[Opening Input section]
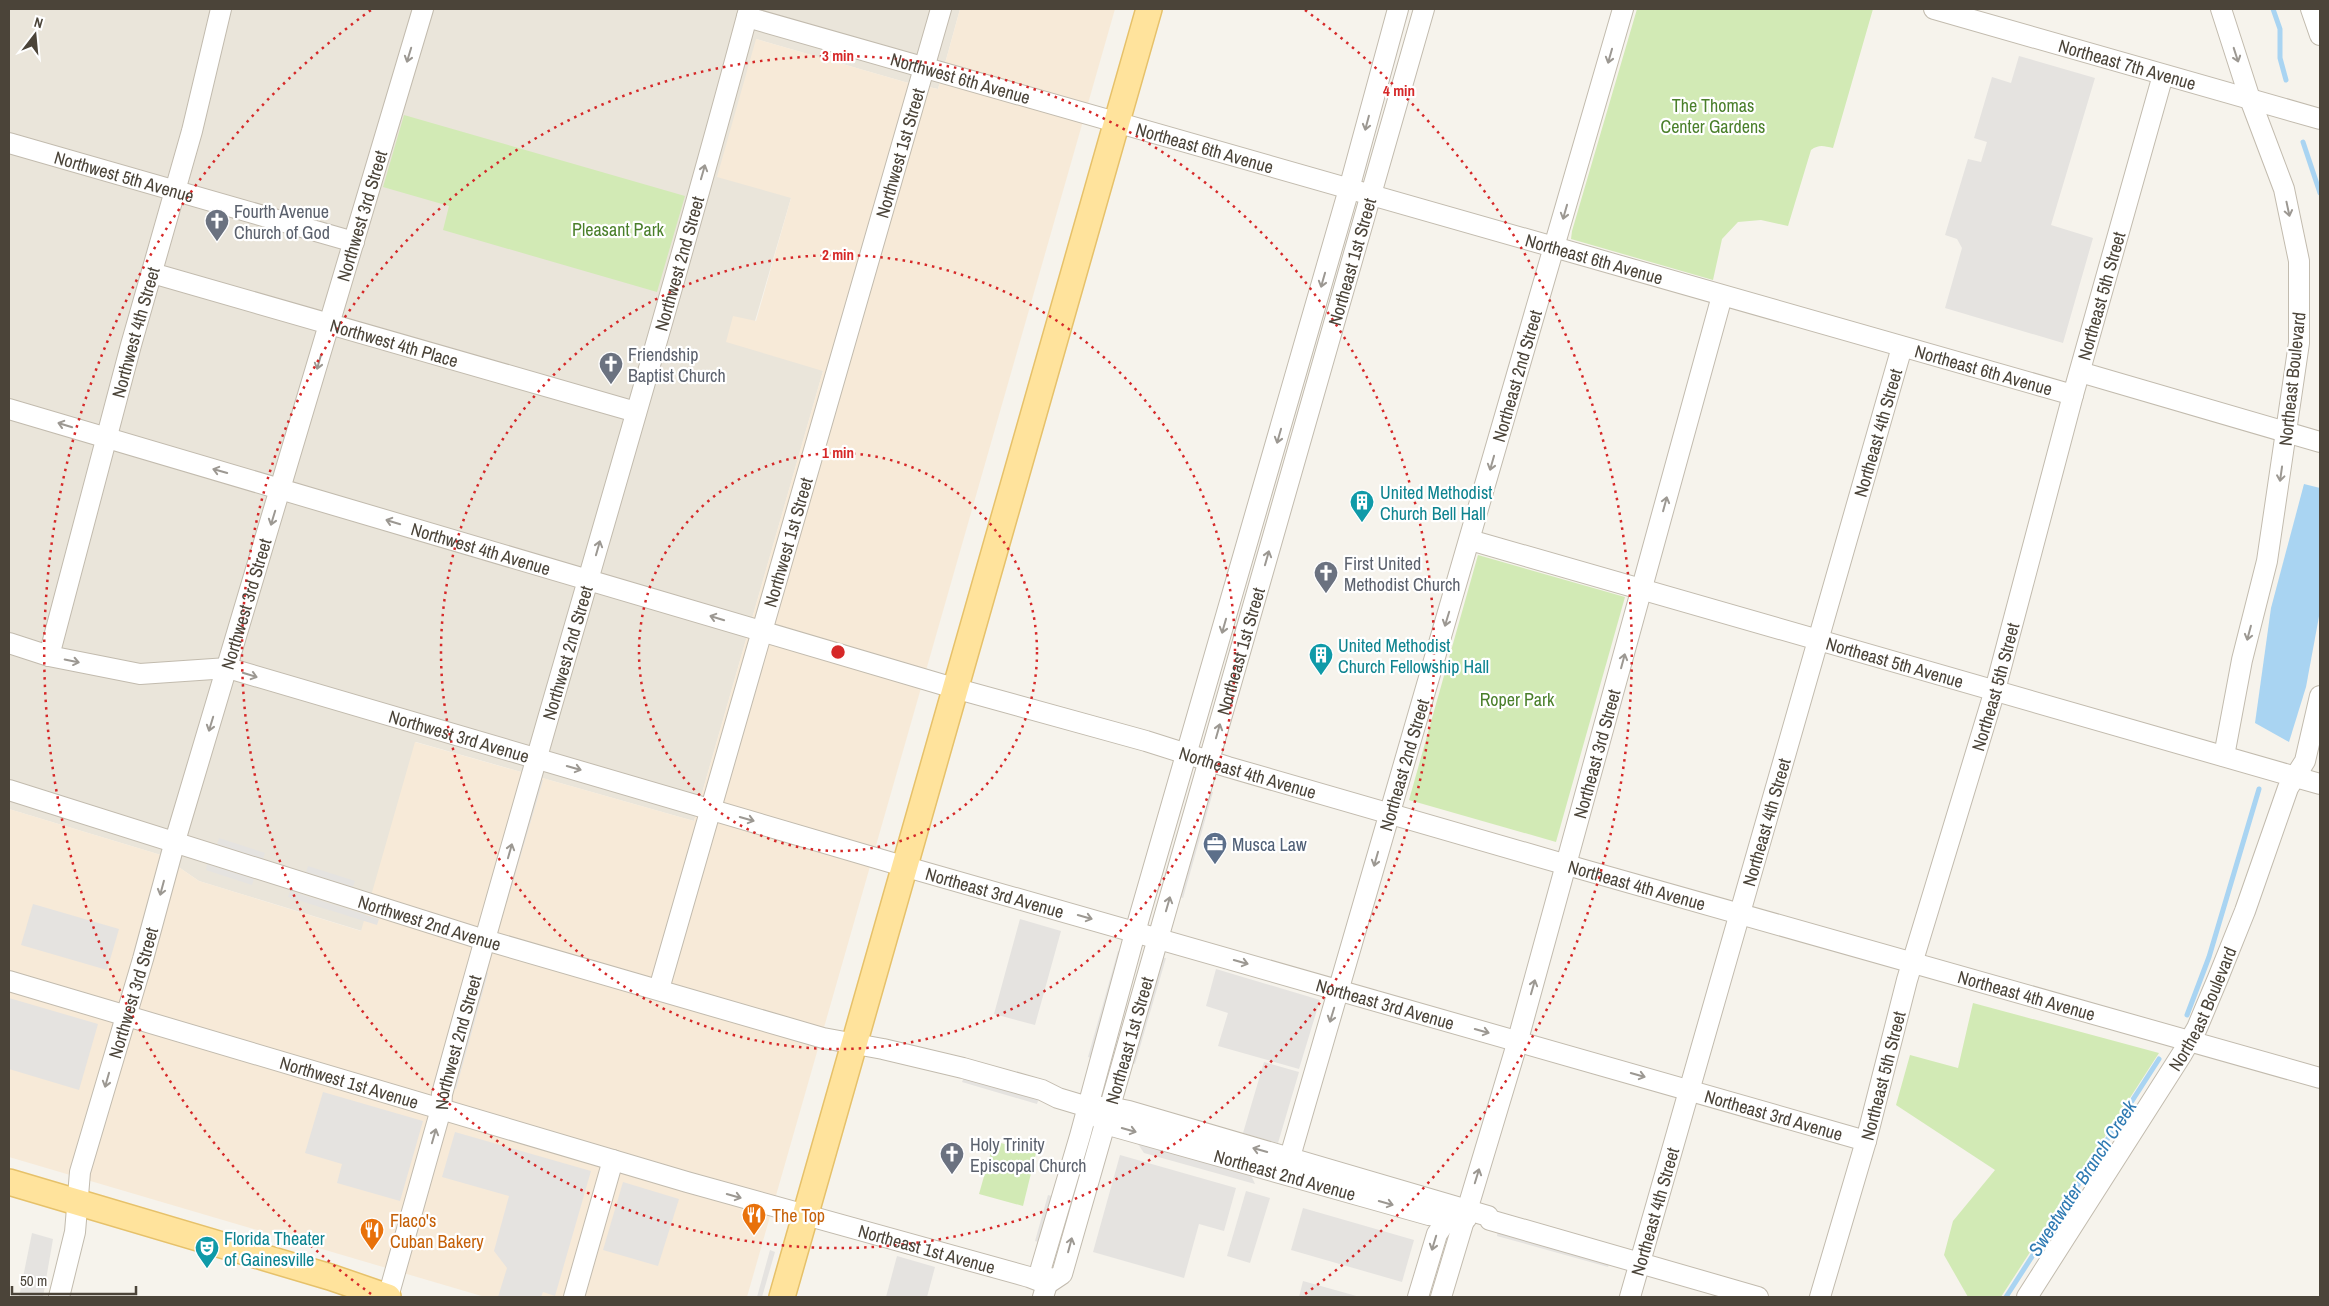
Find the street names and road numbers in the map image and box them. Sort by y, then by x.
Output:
street label: Northeast 7th Avenue [2056,33,2199,96]
street label: Northwest 6th Avenue [888,46,1033,110]
street label: Northwest 1st Street [869,85,930,221]
street label: Northeast 6th Avenue [1133,116,1276,179]
street label: Northwest 5th Avenue [52,144,197,208]
street label: Northwest 3rd Street [330,147,393,284]
street label: Northwest 2nd Street [648,193,710,334]
street label: Northeast 1st Street [1322,195,1382,328]
street label: Northeast 6th Avenue [1523,227,1666,290]
street label: Northeast 5th Street [2071,229,2131,363]
street label: Northwest 4th Street [105,264,165,400]
street label: Northeast 2nd Street [1486,307,1548,445]
street label: Northeast Boulevard [2273,311,2311,447]
street label: Northwest 4th Place [327,312,461,373]
street label: Northeast 6th Avenue [1912,338,2055,401]
street label: Northeast 4th Street [1847,366,1908,500]
street label: Northwest 1st Street [757,474,818,610]
street label: Northwest 4th Avenue [408,516,554,581]
street label: Northwest 3rd Street [214,535,277,672]
street label: Northwest 2nd Street [536,583,598,723]
street label: Northeast 1st Street [1210,584,1270,718]
street label: Northeast 5th Street [1965,620,2025,754]
street label: Northeast 5th Avenue [1823,630,1966,694]
street label: Northeast 3rd Street [1567,686,1626,821]
street label: Northeast 2nd Street [1373,696,1435,834]
street label: Northwest 3rd Avenue [386,703,532,768]
street label: Northeast 4th Avenue [1176,740,1319,804]
street label: Northeast 4th Street [1736,755,1796,889]
street label: Northeast 4th Avenue [1565,853,1709,916]
street label: Northeast 3rd Avenue [923,861,1067,924]
street label: Northwest 2nd Avenue [355,888,504,956]
street label: Northwest 3rd Street [102,924,164,1061]
street label: Northeast Boulevard [2162,943,2242,1076]
street label: Northeast 4th Avenue [1955,964,2098,1026]
street label: Northwest 2nd Street [428,972,487,1111]
street label: Northeast 3rd Avenue [1313,972,1457,1035]
street label: Northeast 1st Street [1099,974,1159,1107]
street label: Northeast 5th Street [1854,1009,1911,1143]
street label: Northwest 1st Avenue [277,1050,422,1114]
street label: Northeast 3rd Avenue [1702,1083,1846,1146]
street label: Northeast 2nd Avenue [1211,1143,1359,1206]
street label: Northeast 4th Street [1624,1144,1685,1278]
street label: Northeast 1st Avenue [855,1218,998,1280]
[Closing Input section]
**Work request**
The output has to match the data above line for line, except that pictures are dropped.

**Answer to this problem**
Find the street names and road numbers in the map image and box them. Sort by y, then by x.
Output:
street label: Northeast 7th Avenue [2056,33,2199,96]
street label: Northwest 6th Avenue [888,46,1033,110]
street label: Northwest 1st Street [869,85,930,221]
street label: Northeast 6th Avenue [1133,116,1276,179]
street label: Northwest 5th Avenue [52,144,197,208]
street label: Northwest 3rd Street [330,147,393,284]
street label: Northwest 2nd Street [648,193,710,334]
street label: Northeast 1st Street [1322,195,1382,328]
street label: Northeast 6th Avenue [1523,227,1666,290]
street label: Northeast 5th Street [2071,229,2131,363]
street label: Northwest 4th Street [105,264,165,400]
street label: Northeast 2nd Street [1486,307,1548,445]
street label: Northeast Boulevard [2273,311,2311,447]
street label: Northwest 4th Place [327,312,461,373]
street label: Northeast 6th Avenue [1912,338,2055,401]
street label: Northeast 4th Street [1847,366,1908,500]
street label: Northwest 1st Street [757,474,818,610]
street label: Northwest 4th Avenue [408,516,554,581]
street label: Northwest 3rd Street [214,535,277,672]
street label: Northwest 2nd Street [536,583,598,723]
street label: Northeast 1st Street [1210,584,1270,718]
street label: Northeast 5th Street [1965,620,2025,754]
street label: Northeast 5th Avenue [1823,630,1966,694]
street label: Northeast 3rd Street [1567,686,1626,821]
street label: Northeast 2nd Street [1373,696,1435,834]
street label: Northwest 3rd Avenue [386,703,532,768]
street label: Northeast 4th Avenue [1176,740,1319,804]
street label: Northeast 4th Street [1736,755,1796,889]
street label: Northeast 4th Avenue [1565,853,1709,916]
street label: Northeast 3rd Avenue [923,861,1067,924]
street label: Northwest 2nd Avenue [355,888,504,956]
street label: Northwest 3rd Street [102,924,164,1061]
street label: Northeast Boulevard [2162,943,2242,1076]
street label: Northeast 4th Avenue [1955,964,2098,1026]
street label: Northwest 2nd Street [428,972,487,1111]
street label: Northeast 3rd Avenue [1313,972,1457,1035]
street label: Northeast 1st Street [1099,974,1159,1107]
street label: Northeast 5th Street [1854,1009,1911,1143]
street label: Northwest 1st Avenue [277,1050,422,1114]
street label: Northeast 3rd Avenue [1702,1083,1846,1146]
street label: Northeast 2nd Avenue [1211,1143,1359,1206]
street label: Northeast 4th Street [1624,1144,1685,1278]
street label: Northeast 1st Avenue [855,1218,998,1280]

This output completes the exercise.